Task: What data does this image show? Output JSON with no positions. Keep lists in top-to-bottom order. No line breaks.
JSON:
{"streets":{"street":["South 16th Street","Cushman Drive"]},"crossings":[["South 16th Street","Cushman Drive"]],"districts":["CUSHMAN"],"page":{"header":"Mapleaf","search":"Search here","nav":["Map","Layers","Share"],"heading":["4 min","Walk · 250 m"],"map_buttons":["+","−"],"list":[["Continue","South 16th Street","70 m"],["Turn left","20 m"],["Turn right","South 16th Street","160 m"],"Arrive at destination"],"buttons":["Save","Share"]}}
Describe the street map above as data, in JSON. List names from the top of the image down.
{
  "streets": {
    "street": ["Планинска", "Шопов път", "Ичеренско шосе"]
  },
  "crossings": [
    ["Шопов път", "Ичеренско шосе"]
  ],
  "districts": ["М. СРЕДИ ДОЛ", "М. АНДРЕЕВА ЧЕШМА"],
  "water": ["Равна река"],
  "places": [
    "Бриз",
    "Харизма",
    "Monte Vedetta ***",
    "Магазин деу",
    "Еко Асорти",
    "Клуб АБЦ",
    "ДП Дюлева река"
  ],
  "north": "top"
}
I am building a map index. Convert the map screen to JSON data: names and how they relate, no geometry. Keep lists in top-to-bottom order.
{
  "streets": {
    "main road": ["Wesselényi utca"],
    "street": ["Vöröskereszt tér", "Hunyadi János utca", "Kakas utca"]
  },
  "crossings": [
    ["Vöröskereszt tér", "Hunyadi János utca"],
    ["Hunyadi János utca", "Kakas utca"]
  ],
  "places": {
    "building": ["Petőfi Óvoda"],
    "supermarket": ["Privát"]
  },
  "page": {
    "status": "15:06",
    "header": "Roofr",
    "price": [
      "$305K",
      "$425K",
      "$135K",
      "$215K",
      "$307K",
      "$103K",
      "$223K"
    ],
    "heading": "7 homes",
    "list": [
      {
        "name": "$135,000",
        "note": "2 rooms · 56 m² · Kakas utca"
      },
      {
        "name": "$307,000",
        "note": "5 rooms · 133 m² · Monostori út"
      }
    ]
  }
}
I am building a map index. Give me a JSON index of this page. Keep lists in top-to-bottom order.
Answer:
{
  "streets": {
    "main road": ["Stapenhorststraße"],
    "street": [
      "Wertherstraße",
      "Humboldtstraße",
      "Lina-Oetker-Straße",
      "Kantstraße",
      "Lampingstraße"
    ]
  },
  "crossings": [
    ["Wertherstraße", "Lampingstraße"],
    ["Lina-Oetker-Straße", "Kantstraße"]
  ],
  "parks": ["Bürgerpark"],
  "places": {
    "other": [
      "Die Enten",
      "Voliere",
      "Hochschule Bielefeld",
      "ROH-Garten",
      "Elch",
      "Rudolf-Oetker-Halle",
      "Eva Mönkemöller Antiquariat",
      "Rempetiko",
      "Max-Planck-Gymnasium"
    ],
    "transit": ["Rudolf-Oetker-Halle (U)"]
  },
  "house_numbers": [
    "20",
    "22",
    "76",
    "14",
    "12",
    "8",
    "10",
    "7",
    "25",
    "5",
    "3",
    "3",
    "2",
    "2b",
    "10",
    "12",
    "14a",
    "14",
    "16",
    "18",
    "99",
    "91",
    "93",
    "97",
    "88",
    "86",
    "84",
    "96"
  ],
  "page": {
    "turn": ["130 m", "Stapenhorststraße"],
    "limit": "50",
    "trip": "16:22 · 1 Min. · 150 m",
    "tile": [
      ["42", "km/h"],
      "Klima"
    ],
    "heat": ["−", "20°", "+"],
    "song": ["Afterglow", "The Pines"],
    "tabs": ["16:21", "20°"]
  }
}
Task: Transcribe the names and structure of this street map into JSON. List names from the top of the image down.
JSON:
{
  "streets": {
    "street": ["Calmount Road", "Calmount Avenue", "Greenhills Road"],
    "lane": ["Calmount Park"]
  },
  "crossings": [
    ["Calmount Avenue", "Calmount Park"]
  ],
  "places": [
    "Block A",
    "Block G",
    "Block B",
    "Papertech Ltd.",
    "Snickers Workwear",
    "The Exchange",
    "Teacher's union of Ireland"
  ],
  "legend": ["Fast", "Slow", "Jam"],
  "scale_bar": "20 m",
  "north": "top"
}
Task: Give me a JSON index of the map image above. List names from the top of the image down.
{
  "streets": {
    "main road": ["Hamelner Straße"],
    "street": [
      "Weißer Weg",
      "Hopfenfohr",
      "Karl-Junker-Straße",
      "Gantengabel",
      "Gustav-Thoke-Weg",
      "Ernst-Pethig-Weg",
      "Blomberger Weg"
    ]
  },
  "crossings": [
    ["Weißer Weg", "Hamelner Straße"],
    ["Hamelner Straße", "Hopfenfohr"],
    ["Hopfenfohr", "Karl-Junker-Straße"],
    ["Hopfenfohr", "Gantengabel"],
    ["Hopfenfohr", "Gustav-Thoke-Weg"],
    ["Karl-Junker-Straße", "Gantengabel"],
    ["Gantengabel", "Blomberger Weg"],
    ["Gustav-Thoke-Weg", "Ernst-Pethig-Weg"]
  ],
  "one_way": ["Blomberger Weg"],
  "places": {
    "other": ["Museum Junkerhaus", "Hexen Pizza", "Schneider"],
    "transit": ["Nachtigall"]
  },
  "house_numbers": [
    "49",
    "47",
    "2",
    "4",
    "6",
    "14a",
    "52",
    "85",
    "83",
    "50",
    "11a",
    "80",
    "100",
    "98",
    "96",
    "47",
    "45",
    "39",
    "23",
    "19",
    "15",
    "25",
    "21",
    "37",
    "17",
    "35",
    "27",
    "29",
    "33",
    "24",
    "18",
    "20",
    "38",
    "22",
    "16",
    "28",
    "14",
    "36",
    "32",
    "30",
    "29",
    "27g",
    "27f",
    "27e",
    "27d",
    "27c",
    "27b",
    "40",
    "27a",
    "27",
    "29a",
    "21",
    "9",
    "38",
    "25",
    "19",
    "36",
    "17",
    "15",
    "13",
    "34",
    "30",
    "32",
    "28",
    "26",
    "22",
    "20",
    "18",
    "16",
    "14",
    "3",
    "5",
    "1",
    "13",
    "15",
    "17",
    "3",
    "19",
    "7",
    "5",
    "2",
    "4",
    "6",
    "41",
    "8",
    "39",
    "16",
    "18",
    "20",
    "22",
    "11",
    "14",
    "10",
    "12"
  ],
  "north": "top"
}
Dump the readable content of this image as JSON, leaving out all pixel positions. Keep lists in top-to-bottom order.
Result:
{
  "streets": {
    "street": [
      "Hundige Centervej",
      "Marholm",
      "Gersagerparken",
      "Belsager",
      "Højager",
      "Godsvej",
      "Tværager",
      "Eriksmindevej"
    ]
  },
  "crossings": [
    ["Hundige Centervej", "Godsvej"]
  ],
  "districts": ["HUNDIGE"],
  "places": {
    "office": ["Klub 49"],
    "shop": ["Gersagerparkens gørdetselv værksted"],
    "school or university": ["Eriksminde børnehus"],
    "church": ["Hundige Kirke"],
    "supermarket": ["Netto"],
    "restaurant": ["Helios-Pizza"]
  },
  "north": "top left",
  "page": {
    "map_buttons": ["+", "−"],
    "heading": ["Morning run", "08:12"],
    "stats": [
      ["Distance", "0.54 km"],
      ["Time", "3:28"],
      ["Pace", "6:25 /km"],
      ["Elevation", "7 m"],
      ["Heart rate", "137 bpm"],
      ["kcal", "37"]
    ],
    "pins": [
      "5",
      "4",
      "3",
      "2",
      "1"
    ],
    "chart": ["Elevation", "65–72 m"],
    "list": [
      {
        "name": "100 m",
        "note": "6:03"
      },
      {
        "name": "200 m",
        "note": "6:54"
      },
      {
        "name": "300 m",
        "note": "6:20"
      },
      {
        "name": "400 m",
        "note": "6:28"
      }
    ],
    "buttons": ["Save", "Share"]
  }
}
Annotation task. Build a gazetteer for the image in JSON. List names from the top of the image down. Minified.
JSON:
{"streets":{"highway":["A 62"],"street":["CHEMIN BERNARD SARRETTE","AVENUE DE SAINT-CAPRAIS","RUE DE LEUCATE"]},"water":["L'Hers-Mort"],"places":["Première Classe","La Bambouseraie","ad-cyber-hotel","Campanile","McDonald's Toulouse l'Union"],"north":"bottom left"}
• • • • • • •
• WORK INSTRUCTIONS: State how many lines of the material contain the string "order", with no other words.

• YOUR RESPONSE: 4